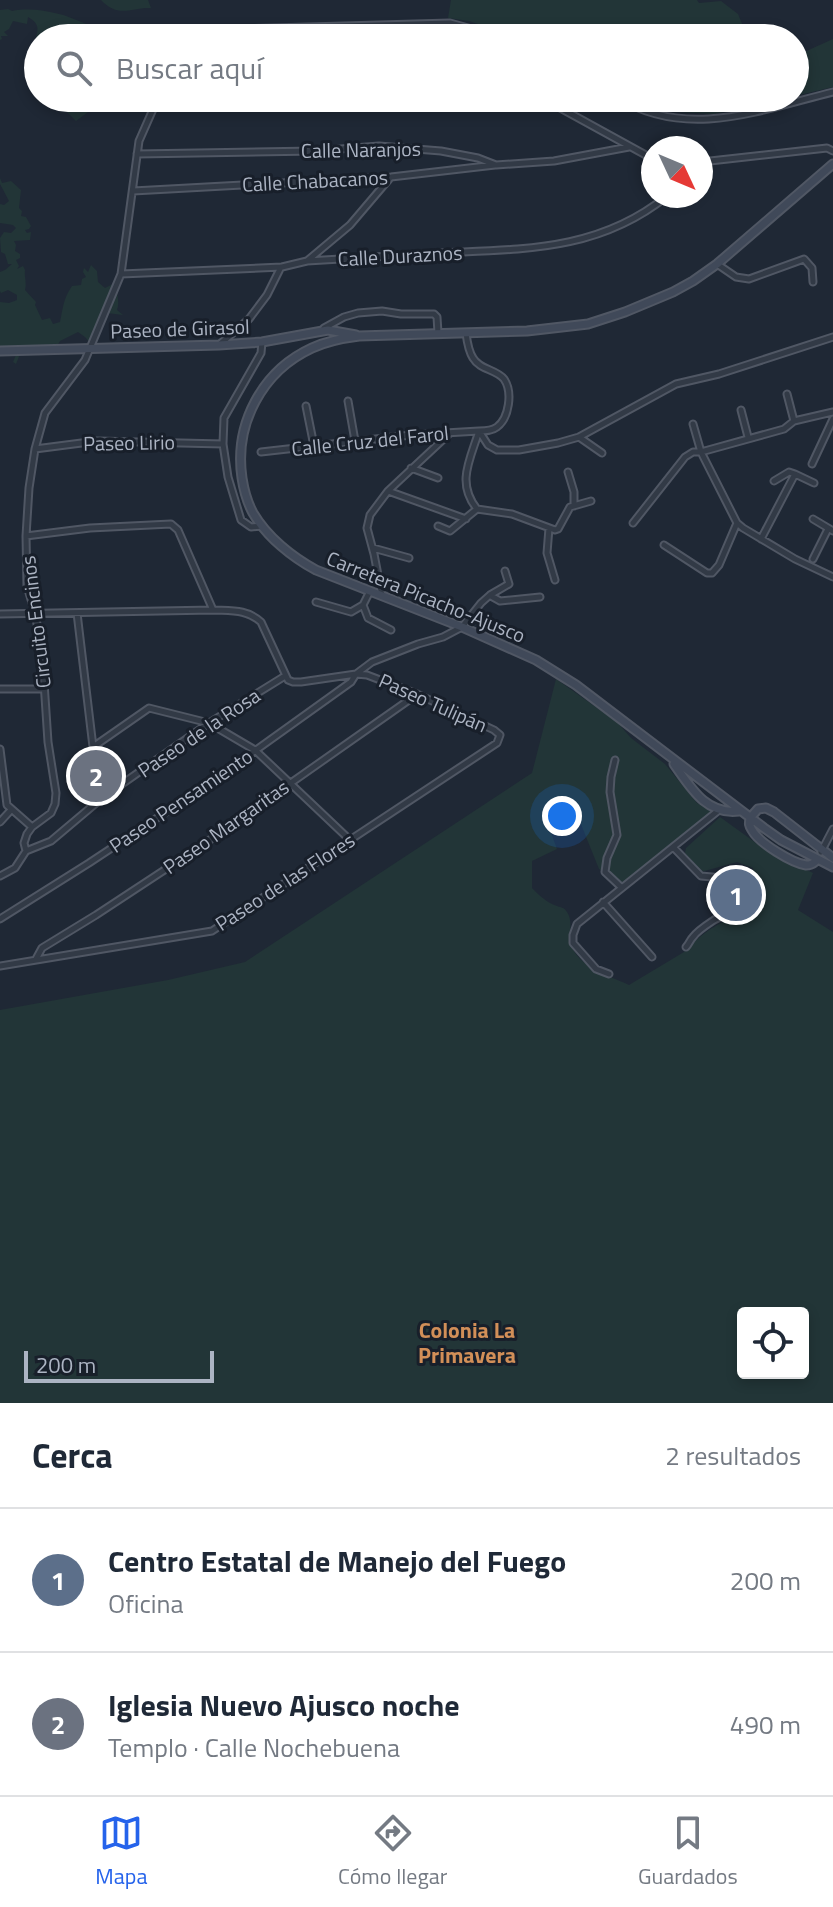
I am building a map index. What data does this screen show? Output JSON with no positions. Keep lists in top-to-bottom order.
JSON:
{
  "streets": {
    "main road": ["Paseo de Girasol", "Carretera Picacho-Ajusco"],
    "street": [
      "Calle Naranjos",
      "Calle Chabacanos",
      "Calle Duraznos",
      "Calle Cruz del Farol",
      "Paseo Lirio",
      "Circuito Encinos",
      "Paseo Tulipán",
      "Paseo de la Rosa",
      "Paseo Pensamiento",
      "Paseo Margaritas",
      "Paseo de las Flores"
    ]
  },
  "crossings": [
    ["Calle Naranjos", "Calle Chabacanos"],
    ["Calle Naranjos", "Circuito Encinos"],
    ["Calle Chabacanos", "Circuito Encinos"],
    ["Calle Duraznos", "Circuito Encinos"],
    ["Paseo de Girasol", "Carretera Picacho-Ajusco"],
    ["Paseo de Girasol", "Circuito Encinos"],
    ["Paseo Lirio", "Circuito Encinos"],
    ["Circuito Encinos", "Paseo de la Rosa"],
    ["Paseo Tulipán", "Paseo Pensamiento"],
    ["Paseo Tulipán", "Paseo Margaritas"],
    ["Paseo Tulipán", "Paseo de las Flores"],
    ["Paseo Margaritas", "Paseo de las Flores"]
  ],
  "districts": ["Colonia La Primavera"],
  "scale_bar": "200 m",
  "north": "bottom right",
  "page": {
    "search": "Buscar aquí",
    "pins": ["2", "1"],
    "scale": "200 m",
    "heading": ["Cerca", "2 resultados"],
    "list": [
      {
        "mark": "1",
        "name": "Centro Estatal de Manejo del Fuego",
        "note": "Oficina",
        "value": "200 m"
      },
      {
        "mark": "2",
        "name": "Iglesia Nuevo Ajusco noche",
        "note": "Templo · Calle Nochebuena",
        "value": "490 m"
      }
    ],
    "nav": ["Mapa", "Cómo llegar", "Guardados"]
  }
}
- - -
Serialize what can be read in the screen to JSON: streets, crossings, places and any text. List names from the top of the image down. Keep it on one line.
- - -
# [Brief]
Look through the entries. Copy out each line with "screen" in it.

# [Expected answer]
I am building a map index. What data does this screen show? Output JSON with no positions. Keep lists in top-to-bottom order.
Serialize what can be read in the screen to JSON: streets, crossings, places and any text. List names from the top of the image down. Keep it on one line.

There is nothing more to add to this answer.